Below is a block of records. Copy every line in it that contains the word "dots".

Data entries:
::::::

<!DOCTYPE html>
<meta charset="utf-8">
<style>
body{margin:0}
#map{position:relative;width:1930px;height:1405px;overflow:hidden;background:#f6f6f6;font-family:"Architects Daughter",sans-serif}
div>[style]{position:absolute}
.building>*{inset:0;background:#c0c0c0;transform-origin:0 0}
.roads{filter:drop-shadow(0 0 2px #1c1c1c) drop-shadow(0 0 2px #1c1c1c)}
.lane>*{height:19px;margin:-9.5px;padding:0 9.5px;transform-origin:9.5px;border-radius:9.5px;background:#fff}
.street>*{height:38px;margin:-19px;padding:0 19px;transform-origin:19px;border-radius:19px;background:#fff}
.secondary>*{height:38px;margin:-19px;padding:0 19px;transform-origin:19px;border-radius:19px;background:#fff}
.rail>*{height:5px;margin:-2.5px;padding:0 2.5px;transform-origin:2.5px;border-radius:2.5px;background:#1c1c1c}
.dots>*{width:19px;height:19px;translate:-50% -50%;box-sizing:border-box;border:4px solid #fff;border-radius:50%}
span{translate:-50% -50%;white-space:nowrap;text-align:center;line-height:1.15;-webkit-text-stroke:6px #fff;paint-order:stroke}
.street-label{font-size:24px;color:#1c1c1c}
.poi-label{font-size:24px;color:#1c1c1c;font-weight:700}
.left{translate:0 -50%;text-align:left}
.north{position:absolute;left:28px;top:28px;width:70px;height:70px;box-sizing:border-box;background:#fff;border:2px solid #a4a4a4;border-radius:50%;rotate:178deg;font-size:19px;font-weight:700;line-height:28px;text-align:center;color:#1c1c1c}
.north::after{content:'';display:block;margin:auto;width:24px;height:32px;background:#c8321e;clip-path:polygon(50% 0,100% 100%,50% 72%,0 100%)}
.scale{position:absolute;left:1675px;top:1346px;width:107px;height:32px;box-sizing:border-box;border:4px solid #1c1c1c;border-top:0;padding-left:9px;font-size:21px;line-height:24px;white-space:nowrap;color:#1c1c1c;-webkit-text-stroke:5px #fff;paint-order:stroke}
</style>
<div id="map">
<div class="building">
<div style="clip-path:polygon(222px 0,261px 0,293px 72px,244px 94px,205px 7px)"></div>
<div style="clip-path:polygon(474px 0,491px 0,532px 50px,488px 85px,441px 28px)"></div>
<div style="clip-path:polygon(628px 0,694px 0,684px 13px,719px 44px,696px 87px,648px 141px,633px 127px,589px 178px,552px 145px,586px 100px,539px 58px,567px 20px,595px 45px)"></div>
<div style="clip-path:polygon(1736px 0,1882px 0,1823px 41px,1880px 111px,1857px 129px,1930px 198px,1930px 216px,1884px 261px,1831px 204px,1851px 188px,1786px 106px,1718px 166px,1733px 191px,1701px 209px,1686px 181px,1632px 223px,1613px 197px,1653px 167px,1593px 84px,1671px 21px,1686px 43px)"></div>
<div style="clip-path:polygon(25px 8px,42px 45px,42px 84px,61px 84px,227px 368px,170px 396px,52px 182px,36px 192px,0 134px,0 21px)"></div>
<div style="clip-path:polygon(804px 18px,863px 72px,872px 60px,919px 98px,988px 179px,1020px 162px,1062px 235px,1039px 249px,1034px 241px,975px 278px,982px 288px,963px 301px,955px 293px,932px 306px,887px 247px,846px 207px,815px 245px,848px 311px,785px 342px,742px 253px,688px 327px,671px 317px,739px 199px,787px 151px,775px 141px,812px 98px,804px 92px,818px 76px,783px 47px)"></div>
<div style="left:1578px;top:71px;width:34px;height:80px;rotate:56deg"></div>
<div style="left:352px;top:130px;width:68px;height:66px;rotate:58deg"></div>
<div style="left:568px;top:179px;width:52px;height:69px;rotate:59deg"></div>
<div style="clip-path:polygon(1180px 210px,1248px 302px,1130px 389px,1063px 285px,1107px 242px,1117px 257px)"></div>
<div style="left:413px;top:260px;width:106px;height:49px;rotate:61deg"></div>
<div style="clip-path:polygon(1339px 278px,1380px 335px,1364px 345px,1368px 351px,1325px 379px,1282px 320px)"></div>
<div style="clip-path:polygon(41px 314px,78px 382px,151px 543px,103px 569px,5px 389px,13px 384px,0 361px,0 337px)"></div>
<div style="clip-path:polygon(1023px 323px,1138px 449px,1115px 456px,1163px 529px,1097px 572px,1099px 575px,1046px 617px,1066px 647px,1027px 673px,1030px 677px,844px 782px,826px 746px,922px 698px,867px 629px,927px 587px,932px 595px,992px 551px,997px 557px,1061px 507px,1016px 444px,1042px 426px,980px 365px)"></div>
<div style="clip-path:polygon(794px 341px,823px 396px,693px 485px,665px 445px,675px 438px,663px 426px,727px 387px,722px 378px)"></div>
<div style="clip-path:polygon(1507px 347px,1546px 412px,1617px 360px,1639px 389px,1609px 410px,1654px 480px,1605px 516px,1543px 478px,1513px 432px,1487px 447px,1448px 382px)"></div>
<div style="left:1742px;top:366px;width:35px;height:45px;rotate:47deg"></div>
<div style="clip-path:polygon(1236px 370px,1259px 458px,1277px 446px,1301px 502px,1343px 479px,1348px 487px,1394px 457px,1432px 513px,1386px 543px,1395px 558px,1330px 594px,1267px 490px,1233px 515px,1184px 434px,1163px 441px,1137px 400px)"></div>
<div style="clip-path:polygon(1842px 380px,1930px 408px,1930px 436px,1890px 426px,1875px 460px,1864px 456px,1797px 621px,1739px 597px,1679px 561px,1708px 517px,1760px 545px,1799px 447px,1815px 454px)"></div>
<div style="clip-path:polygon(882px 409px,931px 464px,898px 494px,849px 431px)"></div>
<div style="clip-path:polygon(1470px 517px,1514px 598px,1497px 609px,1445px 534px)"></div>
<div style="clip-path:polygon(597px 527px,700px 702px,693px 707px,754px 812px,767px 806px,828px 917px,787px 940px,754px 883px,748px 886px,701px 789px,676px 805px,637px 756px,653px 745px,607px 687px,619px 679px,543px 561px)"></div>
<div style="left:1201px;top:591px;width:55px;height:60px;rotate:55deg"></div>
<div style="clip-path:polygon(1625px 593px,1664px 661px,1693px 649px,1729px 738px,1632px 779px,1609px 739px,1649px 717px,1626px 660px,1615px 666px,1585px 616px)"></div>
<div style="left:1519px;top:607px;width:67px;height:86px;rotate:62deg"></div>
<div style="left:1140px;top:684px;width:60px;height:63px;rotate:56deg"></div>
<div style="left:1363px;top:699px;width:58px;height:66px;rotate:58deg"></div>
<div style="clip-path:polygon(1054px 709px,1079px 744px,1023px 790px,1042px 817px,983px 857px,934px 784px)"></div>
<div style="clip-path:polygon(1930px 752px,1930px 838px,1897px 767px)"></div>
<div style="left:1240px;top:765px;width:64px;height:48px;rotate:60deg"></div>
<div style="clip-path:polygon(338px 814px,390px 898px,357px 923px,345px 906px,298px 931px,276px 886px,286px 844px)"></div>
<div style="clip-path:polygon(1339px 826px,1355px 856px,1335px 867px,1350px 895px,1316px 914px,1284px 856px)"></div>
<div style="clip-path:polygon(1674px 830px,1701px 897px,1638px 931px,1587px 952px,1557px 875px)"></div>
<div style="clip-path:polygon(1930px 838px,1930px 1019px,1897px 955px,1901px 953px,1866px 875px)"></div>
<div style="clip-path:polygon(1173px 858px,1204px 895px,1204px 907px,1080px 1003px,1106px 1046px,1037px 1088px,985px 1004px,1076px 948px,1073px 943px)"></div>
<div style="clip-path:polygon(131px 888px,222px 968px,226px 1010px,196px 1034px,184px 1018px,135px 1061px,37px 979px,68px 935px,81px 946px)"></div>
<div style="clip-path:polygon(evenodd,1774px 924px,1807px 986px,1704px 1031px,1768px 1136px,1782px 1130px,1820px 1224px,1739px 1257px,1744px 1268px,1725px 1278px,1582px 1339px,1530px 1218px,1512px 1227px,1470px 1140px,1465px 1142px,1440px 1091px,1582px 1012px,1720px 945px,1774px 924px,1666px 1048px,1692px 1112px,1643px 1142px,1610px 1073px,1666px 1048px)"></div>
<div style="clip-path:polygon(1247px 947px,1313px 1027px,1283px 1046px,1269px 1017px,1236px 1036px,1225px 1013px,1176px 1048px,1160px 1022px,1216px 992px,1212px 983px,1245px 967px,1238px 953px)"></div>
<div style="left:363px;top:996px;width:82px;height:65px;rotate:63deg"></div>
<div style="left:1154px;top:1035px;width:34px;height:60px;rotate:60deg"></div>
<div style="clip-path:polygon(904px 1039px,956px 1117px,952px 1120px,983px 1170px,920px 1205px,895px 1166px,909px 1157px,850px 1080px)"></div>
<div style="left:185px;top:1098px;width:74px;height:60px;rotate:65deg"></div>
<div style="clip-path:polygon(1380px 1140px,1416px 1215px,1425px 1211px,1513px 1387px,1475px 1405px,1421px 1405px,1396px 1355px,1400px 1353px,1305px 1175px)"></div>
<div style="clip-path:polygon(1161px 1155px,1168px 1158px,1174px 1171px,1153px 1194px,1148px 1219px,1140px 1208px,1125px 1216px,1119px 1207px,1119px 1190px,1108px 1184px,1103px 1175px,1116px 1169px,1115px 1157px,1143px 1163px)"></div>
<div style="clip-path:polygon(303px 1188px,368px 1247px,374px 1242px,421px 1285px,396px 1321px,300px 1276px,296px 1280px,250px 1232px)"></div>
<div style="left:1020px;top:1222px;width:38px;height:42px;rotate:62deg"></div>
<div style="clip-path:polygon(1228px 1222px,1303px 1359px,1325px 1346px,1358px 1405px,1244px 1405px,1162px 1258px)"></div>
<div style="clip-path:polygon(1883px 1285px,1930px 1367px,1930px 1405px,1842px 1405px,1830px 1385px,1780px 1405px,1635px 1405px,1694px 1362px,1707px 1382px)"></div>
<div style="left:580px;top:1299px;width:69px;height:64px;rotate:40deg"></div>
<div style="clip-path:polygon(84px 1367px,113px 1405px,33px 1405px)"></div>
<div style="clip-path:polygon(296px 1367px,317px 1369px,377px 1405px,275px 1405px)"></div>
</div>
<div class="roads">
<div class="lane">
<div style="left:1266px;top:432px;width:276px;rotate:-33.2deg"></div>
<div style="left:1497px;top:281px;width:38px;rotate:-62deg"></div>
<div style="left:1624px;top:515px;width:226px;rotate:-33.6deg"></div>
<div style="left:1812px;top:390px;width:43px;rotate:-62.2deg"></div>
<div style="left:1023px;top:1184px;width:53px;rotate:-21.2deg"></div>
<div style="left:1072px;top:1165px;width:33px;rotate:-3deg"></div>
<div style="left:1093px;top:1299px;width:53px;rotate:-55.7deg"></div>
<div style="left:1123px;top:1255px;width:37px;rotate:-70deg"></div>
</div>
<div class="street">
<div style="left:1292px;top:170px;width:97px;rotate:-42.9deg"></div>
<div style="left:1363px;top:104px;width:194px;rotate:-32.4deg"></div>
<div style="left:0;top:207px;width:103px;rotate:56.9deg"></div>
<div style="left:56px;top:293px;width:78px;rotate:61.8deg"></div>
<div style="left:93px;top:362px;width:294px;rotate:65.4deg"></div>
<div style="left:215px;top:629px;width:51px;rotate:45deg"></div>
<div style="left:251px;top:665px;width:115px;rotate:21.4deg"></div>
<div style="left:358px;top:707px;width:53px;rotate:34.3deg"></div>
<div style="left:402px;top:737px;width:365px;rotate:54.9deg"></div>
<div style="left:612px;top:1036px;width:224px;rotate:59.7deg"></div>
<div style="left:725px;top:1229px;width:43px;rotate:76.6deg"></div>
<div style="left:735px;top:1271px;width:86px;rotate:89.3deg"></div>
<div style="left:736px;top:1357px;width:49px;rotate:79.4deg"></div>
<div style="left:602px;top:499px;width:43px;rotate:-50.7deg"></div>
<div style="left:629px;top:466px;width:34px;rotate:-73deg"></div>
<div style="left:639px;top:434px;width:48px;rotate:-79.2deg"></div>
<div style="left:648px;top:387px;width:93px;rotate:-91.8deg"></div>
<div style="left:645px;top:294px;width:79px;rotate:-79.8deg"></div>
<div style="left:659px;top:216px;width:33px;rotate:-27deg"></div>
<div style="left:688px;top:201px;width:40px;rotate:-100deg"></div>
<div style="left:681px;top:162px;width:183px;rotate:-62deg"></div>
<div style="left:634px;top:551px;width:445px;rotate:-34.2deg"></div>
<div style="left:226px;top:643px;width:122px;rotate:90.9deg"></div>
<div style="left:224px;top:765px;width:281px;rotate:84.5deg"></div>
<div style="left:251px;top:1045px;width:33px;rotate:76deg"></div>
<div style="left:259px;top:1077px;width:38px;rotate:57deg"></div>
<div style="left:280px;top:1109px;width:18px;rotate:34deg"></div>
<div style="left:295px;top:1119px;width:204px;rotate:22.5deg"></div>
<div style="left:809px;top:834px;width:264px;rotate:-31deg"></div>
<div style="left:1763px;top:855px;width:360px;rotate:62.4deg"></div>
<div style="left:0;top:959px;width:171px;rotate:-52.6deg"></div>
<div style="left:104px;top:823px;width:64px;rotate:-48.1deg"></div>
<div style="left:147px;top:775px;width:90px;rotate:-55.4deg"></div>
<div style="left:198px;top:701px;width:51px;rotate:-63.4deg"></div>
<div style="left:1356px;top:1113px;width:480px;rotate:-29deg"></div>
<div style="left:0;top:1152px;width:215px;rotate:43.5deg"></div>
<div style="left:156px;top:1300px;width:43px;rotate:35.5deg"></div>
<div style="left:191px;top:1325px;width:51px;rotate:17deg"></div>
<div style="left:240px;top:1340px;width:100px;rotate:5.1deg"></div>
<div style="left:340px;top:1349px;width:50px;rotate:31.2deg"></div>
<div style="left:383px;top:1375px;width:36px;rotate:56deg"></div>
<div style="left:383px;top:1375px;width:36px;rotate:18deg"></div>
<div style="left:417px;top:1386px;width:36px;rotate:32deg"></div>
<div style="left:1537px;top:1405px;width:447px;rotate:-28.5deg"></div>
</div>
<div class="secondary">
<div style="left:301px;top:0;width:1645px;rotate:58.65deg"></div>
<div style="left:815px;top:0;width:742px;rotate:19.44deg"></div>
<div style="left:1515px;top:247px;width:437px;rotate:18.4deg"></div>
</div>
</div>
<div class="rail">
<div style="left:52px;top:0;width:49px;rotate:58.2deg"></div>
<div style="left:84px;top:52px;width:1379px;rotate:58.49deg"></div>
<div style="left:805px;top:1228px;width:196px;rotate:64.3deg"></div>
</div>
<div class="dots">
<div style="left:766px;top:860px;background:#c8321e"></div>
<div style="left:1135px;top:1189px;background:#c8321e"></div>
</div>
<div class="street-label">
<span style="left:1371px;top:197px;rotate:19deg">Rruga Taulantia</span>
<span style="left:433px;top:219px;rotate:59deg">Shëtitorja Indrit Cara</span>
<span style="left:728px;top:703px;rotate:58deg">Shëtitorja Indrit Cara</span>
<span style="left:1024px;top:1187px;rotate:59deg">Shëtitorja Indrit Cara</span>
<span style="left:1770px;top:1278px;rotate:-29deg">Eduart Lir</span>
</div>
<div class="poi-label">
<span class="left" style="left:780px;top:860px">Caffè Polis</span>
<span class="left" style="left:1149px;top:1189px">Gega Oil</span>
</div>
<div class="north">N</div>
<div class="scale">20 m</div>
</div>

::::::

*Response area*.
.dots>*{width:19px;height:19px;translate:-50% -50%;box-sizing:border-box;border:4px solid #fff;border-radius:50%}
<div class="dots">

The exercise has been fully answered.